Russian-American mathematician and author (1884–1956)

Tobias Dantzig (/ˈdæntsɪɡ/; February 19, 1884 – August 9, 1956) was a Russian-American mathematician, the father of George Dantzig, and the author of Number: The Language of Science (A critical survey written for the cultured non-mathematician) (1930) and Aspects of Science (New York, Macmillan, 1937).

==Biography==
Born in Shavli (then Imperial Russia, now Lithuania) into the family of Shmuel Dantzig (?-1940) and Guta Dimant (1863–1917), he grew up in Łódź and studied mathematics with Henri Poincaré in Paris. His brother Jacob (1891-1942) was murdered by the Nazis during the Holocaust; he also had a brother Naftali (who lived in Moscow) and sister Emma.

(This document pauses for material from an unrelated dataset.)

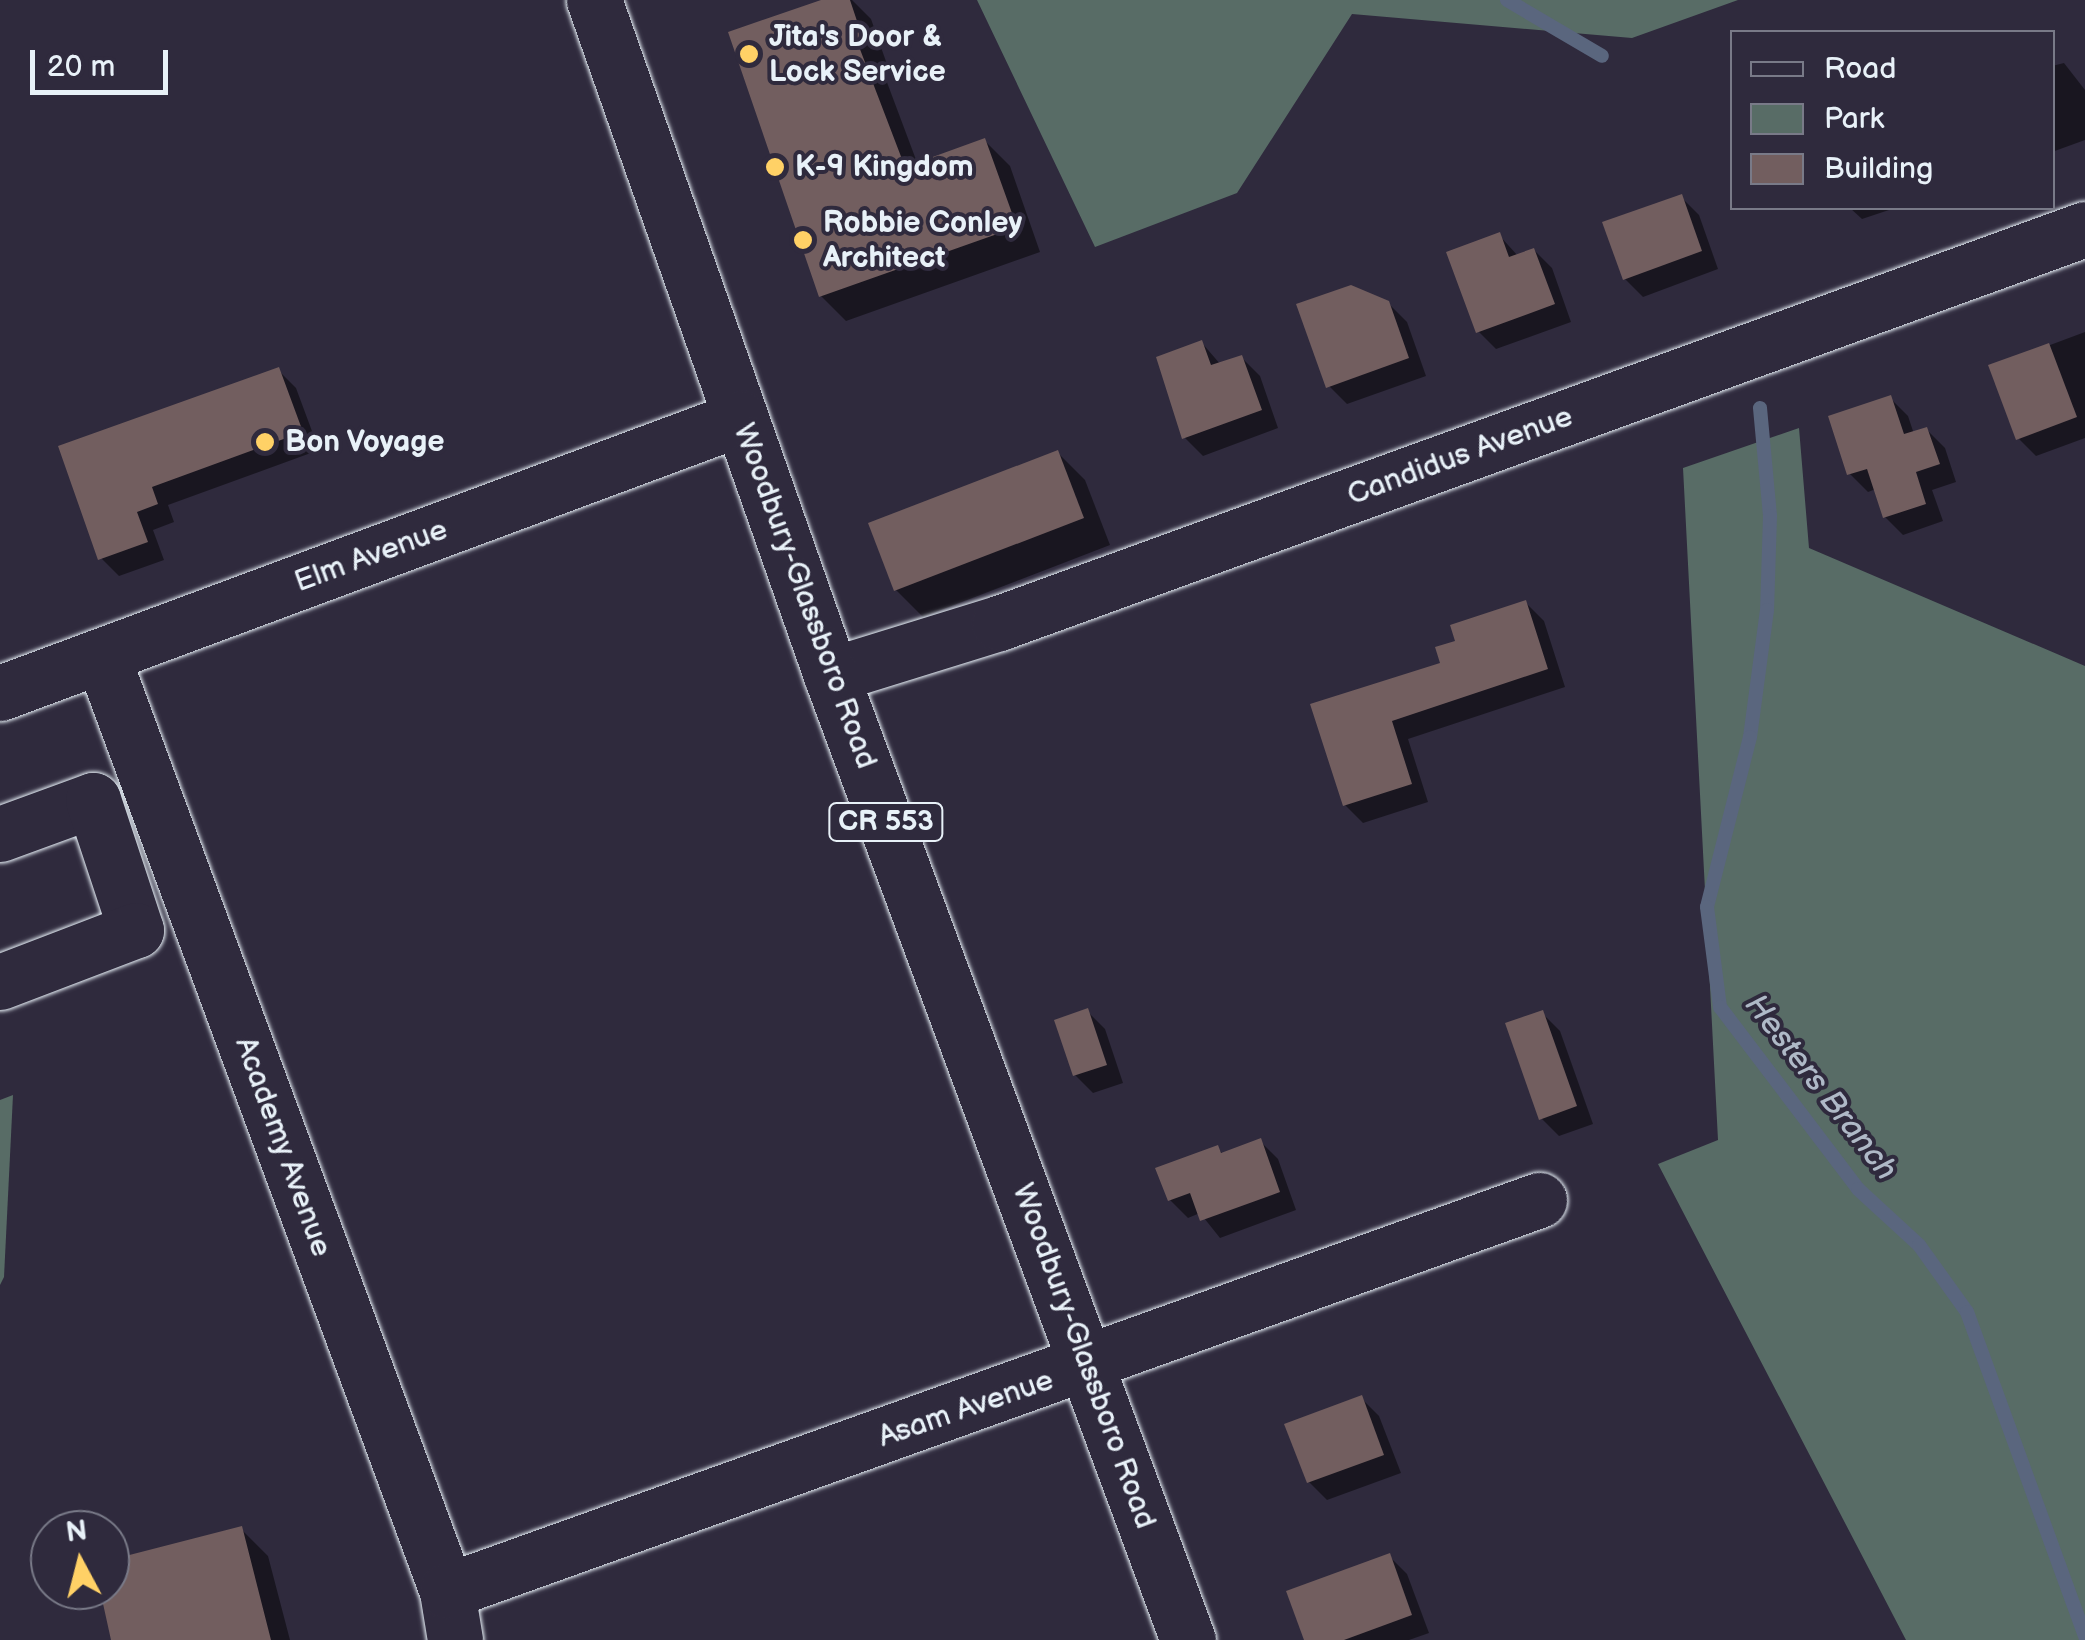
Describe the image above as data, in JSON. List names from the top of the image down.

Tobias married a fellow Sorbonne University student, Anja Ourisson, and the couple emigrated to the United States in 1910. He worked for a time as a lumberjack, road worker, and house painter in Oregon, until returning to academia at the encouragement of Reed College mathematician Frank Griffin. Dantzig received his Ph.D. in mathematics from Indiana University Bloomington in 1917, while working as a professor there. He later taught at Johns Hopkins University, Columbia University, and the University of Maryland, College Park.

Dantzig died in Los Angeles in 1956. He was the father of George Dantzig, a key figure in the development of linear programming.

==Partial list of publications==
- Number: The Language of Science (1930); "reprint of 4th edition" (2007)
- Aspects of Science (1937)
- The Story of Geometry (1940)
- Henri Poincaré, Critic of Crisis: Reflections on His Universe of Discourse (1954)
- The Bequest of the Greeks (1955); Dantzig, Tobias (2006). "Dover reprint"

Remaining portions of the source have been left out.